[Opening PROVIDED RECORDS section]

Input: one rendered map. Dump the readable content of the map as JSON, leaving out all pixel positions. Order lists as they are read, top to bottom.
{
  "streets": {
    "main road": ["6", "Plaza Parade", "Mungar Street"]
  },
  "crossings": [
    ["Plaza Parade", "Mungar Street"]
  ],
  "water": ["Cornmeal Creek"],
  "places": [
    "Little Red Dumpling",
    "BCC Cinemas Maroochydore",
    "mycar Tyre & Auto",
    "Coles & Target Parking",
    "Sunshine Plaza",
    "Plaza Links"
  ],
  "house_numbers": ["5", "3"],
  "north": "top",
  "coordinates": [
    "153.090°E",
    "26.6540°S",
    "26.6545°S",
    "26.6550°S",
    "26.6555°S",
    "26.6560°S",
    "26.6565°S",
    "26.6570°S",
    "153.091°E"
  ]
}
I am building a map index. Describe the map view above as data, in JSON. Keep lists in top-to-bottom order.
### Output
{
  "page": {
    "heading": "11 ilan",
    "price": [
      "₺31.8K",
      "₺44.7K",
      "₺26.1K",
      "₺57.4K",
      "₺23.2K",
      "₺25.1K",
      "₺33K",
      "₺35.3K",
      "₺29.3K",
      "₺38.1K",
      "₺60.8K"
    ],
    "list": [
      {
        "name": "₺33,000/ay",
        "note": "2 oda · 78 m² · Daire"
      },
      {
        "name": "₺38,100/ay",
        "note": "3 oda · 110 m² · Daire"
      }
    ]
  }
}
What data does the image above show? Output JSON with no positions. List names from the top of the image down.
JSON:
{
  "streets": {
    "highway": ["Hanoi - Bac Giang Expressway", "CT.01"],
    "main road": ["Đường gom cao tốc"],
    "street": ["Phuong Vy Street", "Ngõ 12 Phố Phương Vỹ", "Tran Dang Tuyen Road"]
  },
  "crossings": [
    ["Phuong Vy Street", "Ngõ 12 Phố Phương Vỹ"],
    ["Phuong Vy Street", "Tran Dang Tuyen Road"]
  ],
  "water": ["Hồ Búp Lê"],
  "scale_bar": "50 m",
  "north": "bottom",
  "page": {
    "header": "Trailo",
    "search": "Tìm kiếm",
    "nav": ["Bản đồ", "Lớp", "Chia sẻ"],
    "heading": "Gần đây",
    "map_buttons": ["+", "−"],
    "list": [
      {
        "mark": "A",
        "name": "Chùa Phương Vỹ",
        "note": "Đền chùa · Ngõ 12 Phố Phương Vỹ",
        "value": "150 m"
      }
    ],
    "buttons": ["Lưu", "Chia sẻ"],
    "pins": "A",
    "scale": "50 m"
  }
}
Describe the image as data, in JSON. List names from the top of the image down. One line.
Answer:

[Closing PROVIDED RECORDS section]

TASK DESCRIPTION: Scan the material above for lines holding "names" and copy each of them.

FINISHED TASK:
What data does the image above show? Output JSON with no positions. List names from the top of the image down.
Describe the image as data, in JSON. List names from the top of the image down. One line.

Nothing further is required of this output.